**Exercise objective**
Where the word "labels" appears in a line of the entries below, count that line and give the total alone.

**Data section**
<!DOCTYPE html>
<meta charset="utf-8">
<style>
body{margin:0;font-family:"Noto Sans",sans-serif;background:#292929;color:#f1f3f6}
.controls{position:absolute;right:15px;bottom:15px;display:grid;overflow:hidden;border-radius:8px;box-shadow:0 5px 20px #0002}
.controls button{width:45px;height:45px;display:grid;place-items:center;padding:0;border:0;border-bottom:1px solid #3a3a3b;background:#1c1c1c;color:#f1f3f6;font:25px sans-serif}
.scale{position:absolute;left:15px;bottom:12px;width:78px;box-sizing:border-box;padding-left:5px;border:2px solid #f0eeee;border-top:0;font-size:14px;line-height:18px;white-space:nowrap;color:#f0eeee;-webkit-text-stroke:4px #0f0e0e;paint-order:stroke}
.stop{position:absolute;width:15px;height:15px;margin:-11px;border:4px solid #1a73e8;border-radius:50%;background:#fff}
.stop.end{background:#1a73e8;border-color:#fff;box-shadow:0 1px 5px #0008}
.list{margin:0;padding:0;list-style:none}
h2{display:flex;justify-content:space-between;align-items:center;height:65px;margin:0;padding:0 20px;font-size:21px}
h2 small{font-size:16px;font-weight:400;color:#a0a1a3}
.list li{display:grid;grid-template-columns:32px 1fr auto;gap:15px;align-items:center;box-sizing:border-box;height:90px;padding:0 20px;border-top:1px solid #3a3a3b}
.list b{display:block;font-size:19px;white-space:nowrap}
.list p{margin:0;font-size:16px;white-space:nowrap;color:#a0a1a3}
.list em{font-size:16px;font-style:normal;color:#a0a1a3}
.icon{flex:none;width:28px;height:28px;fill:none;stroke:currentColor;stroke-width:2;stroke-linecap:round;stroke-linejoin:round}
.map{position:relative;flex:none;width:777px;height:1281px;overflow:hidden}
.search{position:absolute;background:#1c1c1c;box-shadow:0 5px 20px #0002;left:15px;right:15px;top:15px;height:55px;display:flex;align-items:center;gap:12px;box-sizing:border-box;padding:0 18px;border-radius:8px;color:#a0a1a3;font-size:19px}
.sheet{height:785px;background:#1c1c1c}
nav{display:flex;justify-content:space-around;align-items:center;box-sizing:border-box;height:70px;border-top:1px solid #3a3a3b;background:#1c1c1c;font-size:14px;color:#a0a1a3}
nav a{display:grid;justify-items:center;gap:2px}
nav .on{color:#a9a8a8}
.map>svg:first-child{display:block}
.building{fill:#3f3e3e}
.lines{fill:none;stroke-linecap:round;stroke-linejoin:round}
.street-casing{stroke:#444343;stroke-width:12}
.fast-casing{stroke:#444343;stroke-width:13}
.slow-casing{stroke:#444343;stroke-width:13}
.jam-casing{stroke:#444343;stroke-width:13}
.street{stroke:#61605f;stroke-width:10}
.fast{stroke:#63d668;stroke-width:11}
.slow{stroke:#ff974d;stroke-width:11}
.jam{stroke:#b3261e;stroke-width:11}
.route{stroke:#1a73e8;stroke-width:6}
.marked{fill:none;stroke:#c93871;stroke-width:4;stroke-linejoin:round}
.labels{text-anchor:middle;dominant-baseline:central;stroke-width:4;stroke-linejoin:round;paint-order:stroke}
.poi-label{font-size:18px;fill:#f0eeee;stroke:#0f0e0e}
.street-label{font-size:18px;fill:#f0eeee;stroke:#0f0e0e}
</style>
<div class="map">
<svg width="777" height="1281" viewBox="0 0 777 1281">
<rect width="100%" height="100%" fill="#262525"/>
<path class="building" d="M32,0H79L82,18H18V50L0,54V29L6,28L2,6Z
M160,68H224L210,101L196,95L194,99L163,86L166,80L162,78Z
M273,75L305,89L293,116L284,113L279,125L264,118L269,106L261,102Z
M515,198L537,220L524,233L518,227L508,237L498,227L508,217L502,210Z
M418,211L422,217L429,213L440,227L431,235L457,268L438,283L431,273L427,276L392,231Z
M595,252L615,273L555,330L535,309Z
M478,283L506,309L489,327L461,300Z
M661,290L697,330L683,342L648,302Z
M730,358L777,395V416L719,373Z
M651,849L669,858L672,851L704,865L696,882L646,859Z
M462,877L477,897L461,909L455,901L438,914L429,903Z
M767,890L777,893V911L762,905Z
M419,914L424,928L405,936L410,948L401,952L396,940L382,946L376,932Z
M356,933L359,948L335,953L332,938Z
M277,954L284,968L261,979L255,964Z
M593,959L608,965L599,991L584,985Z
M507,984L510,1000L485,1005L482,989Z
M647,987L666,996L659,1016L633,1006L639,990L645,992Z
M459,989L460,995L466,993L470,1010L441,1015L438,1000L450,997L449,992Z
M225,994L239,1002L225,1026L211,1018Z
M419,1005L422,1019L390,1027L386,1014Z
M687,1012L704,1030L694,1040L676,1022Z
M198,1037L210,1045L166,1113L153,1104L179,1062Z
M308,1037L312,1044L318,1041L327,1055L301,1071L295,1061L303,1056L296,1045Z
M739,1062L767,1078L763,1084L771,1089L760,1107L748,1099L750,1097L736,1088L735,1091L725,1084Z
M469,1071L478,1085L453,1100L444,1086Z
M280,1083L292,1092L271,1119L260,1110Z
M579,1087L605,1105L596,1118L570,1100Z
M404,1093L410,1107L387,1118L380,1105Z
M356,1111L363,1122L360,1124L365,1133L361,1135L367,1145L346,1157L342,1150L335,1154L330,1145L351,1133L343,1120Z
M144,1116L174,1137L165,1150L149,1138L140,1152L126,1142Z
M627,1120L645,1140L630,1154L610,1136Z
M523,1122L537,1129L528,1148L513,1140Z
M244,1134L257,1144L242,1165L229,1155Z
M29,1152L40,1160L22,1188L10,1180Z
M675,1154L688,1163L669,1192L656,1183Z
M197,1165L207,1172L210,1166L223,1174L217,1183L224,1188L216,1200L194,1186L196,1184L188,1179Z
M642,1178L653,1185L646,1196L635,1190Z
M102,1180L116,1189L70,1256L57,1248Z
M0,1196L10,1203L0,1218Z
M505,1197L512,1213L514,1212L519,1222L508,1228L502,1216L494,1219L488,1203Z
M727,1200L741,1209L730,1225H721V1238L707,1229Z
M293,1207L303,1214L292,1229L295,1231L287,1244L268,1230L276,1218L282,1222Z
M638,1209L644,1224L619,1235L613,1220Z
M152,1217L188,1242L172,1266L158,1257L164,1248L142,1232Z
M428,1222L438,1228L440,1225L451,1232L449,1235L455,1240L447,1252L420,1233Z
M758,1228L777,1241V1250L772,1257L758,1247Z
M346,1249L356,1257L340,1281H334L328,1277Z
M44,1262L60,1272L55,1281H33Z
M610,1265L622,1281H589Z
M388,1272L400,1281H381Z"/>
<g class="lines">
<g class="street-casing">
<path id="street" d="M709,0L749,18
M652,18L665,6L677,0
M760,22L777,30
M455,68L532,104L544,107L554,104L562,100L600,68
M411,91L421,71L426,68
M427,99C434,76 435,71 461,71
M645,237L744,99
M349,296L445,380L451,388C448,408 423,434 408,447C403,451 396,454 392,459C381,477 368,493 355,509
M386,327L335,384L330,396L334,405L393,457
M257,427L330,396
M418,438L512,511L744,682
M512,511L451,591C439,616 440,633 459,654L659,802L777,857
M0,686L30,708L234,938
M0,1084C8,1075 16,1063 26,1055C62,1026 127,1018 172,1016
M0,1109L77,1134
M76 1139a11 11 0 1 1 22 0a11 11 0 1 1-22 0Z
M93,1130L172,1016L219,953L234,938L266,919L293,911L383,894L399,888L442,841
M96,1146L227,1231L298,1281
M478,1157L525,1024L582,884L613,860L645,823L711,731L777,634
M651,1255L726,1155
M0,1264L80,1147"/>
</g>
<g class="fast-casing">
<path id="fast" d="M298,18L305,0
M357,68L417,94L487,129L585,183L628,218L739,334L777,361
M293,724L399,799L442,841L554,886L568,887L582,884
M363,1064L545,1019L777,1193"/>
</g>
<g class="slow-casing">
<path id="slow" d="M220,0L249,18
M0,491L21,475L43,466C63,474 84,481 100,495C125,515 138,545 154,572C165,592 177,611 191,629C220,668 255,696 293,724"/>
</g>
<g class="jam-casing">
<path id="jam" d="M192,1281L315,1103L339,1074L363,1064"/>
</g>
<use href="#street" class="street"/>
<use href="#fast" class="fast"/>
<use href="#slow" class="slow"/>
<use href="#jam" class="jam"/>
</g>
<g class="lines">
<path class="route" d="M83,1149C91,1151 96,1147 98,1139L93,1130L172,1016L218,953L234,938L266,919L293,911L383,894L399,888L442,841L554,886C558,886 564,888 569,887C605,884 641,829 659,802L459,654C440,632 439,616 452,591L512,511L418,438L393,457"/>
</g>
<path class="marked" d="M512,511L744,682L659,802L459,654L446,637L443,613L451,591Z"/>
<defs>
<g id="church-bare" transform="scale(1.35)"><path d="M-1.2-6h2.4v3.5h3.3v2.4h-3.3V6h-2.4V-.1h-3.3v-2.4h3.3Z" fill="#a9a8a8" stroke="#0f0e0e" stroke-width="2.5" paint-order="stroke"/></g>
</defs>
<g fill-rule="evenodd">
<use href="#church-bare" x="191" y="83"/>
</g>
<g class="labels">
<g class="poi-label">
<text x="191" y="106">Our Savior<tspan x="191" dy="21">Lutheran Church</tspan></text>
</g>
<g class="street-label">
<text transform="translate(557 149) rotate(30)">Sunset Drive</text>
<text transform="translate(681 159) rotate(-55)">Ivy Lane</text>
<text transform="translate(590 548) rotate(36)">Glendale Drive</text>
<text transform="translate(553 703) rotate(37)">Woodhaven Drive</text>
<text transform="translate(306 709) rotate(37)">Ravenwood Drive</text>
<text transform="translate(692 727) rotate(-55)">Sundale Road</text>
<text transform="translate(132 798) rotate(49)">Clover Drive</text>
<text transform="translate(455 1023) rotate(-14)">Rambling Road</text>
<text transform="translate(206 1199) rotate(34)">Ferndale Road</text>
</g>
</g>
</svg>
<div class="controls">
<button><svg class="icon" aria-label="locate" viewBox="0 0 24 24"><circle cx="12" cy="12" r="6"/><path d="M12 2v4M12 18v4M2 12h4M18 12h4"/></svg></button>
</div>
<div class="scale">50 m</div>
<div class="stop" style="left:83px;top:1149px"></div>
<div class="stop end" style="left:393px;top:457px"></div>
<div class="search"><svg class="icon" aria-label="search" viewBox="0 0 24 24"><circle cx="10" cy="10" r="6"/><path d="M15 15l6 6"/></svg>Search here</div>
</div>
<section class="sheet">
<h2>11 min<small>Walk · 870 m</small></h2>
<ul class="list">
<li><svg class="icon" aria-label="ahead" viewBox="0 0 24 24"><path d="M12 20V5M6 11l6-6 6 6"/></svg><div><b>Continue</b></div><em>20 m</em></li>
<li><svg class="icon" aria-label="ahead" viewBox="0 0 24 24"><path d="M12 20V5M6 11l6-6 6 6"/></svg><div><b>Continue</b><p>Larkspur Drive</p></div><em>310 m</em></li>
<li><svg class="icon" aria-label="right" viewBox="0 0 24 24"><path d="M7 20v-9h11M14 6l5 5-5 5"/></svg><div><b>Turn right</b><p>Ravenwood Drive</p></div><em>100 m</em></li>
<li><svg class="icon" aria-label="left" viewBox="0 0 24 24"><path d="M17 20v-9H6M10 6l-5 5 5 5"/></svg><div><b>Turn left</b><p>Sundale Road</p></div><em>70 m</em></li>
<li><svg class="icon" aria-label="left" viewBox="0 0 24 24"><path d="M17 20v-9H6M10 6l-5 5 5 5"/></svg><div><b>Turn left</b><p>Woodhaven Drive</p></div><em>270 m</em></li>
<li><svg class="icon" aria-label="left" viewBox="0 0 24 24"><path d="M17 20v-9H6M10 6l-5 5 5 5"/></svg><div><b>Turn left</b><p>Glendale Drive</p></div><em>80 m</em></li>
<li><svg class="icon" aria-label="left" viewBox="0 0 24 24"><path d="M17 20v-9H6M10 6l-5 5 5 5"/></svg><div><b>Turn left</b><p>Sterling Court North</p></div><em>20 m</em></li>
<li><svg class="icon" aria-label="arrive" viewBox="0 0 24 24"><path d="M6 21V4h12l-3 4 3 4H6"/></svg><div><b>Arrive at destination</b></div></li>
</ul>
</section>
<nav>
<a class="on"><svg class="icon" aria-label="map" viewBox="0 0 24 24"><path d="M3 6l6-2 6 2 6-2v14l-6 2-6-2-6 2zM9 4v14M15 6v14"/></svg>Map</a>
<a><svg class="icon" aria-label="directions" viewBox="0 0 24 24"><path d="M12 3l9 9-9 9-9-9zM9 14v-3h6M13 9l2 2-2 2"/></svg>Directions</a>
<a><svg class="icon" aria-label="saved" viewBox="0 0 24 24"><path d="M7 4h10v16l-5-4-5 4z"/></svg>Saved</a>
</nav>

**Answer for the task**
2